Data from: Elevation is a stronger predictor of morphological trait divergence than competition in a radiation of tropical lizards
Slavenko, Alex; Allison, Allen; Meiri, Shai (2020), Data from: Elevation is a stronger predictor of morphological trait divergence than competition in a radiation of tropical lizards, Dryad, Dataset, https://doi.org/10.5061/dryad.hdr7sqvgs
1. Adaptations for efficient performance are expected to shape animal morphology based on selection for microhabitat use and ecological forces. The presence of competitor species is predicted to cause niches to contract and enhance trait divergence. Therefore, increased species richness is expected to lead to greater trait divergence, and to result in reduced overlap and similarity between morphologies of sympatric species.
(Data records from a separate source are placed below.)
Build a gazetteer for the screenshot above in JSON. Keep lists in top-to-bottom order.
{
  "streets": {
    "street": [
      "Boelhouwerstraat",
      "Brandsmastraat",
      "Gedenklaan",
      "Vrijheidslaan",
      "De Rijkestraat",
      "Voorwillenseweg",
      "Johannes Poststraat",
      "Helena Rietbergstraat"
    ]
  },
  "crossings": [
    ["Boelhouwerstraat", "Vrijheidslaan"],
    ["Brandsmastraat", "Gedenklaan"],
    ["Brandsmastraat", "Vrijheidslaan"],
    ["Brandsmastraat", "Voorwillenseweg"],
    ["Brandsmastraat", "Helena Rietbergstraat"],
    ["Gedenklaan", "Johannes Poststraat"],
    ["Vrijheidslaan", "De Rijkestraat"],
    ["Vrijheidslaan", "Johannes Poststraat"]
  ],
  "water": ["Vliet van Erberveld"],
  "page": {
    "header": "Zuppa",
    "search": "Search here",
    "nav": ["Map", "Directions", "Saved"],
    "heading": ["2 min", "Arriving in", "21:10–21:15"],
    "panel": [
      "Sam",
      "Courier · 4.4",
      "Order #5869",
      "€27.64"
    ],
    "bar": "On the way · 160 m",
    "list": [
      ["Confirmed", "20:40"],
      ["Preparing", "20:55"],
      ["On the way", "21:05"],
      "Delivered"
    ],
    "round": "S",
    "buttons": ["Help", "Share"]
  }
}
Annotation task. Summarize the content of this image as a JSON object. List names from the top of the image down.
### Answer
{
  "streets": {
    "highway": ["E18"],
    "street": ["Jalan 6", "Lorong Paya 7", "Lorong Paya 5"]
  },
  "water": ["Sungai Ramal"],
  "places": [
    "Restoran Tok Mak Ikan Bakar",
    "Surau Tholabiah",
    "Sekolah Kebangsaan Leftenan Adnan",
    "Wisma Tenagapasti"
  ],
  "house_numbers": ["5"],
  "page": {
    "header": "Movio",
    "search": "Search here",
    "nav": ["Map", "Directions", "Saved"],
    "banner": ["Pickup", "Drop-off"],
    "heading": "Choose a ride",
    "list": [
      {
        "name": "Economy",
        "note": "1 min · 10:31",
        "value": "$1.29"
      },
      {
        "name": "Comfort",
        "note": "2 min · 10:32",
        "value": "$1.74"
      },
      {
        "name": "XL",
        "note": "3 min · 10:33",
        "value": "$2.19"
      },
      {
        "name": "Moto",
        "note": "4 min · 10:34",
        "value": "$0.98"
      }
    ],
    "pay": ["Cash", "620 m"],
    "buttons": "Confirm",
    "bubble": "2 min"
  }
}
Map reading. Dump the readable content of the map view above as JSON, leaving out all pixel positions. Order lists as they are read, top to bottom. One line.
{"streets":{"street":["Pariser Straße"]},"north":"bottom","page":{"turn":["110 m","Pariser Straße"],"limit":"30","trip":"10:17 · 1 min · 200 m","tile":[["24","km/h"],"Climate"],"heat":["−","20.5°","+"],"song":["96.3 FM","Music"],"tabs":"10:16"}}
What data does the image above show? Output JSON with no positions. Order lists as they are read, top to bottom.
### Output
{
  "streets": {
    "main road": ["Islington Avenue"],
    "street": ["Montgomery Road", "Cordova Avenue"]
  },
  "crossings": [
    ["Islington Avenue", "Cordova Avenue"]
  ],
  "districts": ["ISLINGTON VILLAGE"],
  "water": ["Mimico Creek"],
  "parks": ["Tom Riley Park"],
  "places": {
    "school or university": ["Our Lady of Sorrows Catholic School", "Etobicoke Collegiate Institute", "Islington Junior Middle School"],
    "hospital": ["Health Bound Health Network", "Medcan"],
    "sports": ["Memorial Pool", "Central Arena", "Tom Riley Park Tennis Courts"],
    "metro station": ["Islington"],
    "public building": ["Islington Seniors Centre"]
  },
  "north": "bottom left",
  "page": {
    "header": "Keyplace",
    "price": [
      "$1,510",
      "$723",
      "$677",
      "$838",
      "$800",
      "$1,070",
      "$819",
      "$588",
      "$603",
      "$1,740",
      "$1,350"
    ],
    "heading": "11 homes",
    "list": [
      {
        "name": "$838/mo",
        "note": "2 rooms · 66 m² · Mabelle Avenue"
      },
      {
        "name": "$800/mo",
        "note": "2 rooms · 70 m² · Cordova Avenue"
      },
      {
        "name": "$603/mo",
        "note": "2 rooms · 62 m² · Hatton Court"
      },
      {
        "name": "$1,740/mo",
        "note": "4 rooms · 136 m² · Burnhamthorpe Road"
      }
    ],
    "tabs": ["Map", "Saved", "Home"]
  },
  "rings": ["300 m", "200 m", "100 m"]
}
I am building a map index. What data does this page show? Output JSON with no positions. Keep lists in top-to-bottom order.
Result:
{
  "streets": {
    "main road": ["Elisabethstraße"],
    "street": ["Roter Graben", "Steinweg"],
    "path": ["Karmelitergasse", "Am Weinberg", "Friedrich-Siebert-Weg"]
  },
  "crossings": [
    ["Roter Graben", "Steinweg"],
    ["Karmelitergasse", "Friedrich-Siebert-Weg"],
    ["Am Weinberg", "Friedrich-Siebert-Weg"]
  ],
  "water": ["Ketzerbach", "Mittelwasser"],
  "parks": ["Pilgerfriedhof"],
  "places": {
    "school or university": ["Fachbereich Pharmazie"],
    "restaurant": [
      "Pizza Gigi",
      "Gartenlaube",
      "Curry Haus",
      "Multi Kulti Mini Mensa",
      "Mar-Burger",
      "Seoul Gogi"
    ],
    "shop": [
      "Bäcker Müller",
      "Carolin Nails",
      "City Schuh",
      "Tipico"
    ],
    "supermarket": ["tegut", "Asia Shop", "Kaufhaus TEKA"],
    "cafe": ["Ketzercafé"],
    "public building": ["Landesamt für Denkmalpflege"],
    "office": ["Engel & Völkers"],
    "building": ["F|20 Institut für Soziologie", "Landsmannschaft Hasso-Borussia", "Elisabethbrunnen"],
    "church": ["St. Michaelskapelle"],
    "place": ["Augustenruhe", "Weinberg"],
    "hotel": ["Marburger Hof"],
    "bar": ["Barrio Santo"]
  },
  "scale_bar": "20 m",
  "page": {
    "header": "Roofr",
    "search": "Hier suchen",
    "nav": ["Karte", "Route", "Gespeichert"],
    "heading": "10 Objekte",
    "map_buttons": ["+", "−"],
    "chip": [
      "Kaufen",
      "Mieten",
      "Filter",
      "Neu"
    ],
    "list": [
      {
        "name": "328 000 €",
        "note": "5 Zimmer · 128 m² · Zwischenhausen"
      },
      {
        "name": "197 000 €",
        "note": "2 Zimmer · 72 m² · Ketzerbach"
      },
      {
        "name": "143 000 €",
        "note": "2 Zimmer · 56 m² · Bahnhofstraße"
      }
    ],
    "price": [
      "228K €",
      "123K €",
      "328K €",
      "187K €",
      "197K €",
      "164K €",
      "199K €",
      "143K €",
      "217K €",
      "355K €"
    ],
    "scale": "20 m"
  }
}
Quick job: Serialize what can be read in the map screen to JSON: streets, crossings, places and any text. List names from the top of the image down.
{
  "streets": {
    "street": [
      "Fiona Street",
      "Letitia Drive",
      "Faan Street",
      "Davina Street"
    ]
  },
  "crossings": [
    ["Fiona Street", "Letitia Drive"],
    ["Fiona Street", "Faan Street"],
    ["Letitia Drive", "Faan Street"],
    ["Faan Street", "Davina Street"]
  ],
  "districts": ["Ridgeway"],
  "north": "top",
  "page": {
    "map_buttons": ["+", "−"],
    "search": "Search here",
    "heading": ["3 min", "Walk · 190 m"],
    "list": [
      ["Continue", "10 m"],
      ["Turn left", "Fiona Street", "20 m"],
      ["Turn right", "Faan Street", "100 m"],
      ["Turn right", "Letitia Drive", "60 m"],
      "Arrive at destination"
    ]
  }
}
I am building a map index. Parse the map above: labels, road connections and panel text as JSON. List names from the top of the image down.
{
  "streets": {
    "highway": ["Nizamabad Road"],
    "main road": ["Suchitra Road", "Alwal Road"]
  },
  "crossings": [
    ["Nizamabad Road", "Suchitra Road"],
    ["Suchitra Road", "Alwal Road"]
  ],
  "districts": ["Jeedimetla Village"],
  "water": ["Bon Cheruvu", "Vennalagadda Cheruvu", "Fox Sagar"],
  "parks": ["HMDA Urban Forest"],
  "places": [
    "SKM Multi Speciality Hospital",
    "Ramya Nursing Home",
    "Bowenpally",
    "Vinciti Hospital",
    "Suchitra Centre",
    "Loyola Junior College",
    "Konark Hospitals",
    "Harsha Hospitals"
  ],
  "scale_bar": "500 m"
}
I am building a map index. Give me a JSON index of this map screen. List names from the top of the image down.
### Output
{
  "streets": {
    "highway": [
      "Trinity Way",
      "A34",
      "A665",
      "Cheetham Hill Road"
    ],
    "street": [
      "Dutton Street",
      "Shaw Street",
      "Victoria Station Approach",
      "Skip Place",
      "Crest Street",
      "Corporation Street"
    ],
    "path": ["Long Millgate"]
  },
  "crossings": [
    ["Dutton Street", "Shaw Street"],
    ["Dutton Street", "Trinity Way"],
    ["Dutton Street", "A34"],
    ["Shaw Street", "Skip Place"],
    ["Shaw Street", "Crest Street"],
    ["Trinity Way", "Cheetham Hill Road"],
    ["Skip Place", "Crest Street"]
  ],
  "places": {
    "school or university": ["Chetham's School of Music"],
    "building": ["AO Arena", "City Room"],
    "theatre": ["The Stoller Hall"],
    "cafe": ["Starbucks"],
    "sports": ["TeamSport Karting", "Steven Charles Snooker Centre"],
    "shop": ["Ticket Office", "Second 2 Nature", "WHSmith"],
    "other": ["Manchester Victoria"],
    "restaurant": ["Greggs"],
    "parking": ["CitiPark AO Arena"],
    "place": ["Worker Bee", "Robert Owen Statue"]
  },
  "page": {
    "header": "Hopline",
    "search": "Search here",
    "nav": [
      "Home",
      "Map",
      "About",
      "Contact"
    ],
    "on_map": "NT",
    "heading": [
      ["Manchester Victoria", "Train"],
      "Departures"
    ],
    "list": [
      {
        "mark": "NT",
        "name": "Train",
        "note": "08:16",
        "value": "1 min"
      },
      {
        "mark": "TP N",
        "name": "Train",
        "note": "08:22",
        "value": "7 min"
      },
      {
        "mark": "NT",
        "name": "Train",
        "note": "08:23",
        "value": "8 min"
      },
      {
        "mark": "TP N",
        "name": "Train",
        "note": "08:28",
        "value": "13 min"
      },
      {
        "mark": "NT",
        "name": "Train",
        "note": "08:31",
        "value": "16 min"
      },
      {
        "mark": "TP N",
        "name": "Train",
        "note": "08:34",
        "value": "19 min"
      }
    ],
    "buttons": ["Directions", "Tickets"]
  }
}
2. We examined patterns of morphospace occupancy and partitioning in the skink fauna of New Guinea, the world’s largest tropical island. Because skink species richness is largely decoupled from elevation in New Guinea, we could examine the effects of both factors (as proxies for competition and abiotic conditions), on morphospace occupancy and partitioning.
3. We measured 1860 specimens from 79 species of skinks throughout Papua New Guinea, and examined their morphospace occupancy in a spatial context. We calculated for each assemblage within equal-area cells, the volume of morphospace occupied by all skinks, the mean volume occupied per species, and the mean distance and overlap between all species pairs. We then examined if these metrics are related to species richness and elevation.
4. Elevation is a stronger predictor of morphospace occupancy than species richness. As elevation increases intraspecific variation decreases and morphologies become more similar to each other, such that overall morphospace occupancy decreases. Highland skinks are, on average, smaller, thinner, and shorter limbed than lowland species.
5. We hypothesize that harsh climates in the New Guinea highland habitats impose strong selection on skinks to occupy specific areas of morphospace that facilitate efficient thermoregulation in sub-optimal thermal conditions. We conclude that the effect of competition on trait divergence on a community and assemblage scale is eclipsed by abiotic selection pressures in these harsh environments.
The dataset is saved as an R project, which includes all the associated data and code necessary to run the analyses. The "data" folder in the project contains two .csv files:
1. data_pca.csv contains all morphometric measurements used in the analyses.
2. all_skinks.csv contains species-specific information used for sensitivity analyses.
Furthermore, the folder contains shapefiles for all species used in the study (PNG_Scincidae), species for sensitivity analyses (PNG_skinks_notMeasured), a quarter-degree grid of PNG (PNG_25), and a raster file with a digitat elevation model of PNG (PNG_DEM).
Descriptions of how the data were collected are written in full in the Methods section of the manuscript.
The R project is fully standalone, and all analyses can be run by running the .rmd file. The code will export results as .csv files into the "Results" folder, and plots as .pdf files into the "Plots" folder.
The code was designed to function on R v4, and may not run well on earlier versions of R. The code may take several days to fully run, depending on your machine.